TRADITIONAL drug and alcohol treatment programs might not be the answer to Tamworth or regional Australia's addiction epidemic.
The Tamworth Crime Prevention Working Group (TCPWG) met just last week to discuss an intensive community-based treatment program piloted in South Australia that saw 55 per cent of users go into remission.
Rather than be locked up and out of sight in the old Banksia Mental Health Unit, the 16-week Matrix program would see drug addicts helped from within the community.
Tamworth is known for innovation, and health care should be no exception, crime prevention group chair Russell Webb said.
"In a nutshell, this is a community-based program where providers work with people who have drug addictions in the community, in the workplace and at home," he said.
"As opposed to in an institutionalised facility where the success rate over time has been proven to be not that successful.
"There's a distinct difference in how this is run and why this is more successful."
The Matrix model was initially designed to treat those with methamphetamine addictions, and brings together relapse prevention, family therapy, group therapy, addiction education and peer support groups.
Outside of individual therapy, drug addicts are encouraged to find social support groups with friends who don't use and enjoy drug-free activities.
Tamworth health professionals were outraged last week when no announcements were made for a drug and alcohol rehabilitation facility in the city, but one was handed to Dubbo.
A former Minister for Mental Health and Healthy Lifestyles, Kevin Humphries, attended the Tamworth get-together as an advocate for the Matrix rehabilitation program.

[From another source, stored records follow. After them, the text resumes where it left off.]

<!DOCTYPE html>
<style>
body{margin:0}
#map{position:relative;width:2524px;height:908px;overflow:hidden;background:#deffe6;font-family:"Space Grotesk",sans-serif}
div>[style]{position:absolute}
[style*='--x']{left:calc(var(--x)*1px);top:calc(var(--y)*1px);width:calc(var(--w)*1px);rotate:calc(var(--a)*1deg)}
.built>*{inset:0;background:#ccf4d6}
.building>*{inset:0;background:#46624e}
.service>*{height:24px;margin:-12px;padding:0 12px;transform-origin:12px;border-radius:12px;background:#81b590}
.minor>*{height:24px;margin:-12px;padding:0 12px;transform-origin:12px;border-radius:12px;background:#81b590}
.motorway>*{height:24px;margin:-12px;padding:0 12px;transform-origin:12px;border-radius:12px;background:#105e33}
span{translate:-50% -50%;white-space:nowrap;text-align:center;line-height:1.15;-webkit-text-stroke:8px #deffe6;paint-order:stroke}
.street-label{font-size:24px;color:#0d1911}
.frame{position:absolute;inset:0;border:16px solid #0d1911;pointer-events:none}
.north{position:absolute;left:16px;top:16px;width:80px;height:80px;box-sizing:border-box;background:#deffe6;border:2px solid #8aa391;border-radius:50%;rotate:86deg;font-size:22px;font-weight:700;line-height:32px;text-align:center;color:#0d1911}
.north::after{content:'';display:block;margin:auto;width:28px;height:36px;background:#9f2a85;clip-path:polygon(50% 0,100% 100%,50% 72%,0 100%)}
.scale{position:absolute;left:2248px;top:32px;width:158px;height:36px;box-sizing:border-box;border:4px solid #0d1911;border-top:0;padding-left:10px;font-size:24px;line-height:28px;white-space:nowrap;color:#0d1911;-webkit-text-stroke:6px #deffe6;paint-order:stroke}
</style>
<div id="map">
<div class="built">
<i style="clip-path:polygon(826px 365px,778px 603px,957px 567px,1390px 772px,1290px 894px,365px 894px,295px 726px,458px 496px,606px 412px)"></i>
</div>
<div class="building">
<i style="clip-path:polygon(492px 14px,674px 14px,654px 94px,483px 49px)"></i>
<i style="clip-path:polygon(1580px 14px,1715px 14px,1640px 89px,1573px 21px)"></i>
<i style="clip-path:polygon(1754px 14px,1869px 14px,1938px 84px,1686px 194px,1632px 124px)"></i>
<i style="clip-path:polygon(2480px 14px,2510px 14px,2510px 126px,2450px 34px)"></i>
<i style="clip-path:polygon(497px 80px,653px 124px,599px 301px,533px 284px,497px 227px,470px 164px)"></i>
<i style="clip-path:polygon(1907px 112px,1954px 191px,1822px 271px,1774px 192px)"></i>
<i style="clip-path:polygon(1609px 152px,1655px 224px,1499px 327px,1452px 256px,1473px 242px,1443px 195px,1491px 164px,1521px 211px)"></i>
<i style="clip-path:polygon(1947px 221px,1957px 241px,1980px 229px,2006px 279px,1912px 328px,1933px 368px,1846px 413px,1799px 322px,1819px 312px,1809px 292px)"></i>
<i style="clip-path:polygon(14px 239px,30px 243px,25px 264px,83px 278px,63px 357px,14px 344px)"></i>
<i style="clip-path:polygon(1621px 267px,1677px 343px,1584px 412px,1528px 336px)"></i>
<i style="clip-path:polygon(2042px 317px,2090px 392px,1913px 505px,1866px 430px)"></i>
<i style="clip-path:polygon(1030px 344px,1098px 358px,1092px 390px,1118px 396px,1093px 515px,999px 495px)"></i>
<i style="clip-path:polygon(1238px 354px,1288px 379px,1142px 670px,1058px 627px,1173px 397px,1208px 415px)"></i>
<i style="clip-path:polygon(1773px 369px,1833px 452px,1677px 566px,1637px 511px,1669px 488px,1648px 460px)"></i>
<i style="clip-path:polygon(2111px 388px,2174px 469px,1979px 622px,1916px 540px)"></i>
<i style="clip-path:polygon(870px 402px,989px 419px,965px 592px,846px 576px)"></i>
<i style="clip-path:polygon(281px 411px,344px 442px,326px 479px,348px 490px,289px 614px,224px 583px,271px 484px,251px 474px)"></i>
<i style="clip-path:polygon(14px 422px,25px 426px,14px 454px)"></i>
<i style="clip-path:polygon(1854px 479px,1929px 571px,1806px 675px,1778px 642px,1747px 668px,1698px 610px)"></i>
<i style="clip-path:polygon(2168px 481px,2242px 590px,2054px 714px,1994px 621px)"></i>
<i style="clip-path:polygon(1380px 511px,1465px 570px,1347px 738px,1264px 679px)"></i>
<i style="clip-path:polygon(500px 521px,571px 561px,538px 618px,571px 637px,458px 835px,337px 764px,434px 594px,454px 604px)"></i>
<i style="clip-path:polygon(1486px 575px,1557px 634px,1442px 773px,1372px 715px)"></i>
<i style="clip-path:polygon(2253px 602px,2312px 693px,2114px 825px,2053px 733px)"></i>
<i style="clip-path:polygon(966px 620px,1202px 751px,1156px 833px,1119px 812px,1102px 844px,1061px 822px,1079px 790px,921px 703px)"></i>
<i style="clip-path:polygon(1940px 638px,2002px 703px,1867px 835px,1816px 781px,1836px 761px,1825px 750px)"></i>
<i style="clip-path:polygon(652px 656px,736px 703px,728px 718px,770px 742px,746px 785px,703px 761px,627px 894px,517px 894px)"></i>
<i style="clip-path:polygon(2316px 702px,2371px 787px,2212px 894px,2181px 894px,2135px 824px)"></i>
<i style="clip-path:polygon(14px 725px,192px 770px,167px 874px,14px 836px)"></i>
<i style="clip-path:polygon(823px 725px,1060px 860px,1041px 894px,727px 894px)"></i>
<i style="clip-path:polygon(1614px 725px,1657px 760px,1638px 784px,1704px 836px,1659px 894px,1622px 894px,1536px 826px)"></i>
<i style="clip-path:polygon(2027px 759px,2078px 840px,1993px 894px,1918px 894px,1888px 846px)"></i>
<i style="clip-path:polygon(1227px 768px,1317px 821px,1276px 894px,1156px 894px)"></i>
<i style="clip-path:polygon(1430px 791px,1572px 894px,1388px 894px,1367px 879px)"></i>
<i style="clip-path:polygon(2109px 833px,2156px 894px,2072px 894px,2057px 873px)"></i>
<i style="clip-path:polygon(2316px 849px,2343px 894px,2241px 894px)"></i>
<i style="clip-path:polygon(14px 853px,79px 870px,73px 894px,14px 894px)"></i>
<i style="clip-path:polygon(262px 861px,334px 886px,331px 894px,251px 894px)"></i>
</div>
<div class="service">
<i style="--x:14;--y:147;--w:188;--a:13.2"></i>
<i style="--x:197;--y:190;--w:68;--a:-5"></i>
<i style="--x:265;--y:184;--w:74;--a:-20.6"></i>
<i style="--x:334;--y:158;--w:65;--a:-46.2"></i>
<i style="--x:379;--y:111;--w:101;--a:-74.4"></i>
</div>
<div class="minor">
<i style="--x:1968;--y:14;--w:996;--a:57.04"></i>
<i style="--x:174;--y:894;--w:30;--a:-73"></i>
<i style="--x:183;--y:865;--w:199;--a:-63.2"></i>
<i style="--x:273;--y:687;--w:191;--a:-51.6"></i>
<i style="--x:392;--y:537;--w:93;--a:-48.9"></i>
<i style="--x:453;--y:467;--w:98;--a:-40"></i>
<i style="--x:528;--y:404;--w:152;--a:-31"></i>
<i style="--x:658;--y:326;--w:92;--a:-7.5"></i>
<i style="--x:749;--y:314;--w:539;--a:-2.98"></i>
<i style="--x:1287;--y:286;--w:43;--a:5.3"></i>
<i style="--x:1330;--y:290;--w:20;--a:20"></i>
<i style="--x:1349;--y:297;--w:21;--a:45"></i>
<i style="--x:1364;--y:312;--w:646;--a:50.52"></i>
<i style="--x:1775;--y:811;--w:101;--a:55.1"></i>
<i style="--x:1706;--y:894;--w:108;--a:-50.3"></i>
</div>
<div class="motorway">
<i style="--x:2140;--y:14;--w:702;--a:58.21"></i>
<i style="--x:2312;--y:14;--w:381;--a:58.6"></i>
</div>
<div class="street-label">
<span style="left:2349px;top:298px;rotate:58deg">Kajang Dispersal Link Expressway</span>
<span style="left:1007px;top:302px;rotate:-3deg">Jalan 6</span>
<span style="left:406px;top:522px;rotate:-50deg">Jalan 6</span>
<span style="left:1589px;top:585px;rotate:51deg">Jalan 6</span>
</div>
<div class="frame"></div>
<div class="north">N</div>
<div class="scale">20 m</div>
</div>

The rates of relapse are far lower with the Matrix program, Mr Humphries said.
"It won't be as expensive as residential rehab and certainly not as expensive as jail where a lot of people end up, but it is expensive in the sense it is highly socialised," he said.
"If we get enough push out of our community we can get some costings on it.
"What we don't have is a good alternative that's community based and I advocate we don't put more money into old treatment programs like old residential programs."
A letter is being drafted and signed by multiple agencies to be submitted to Tamworth Regional Council for approval, before Tamworth MP Kevin Anderson and Member for New England Barnaby Joyce are approached for their support.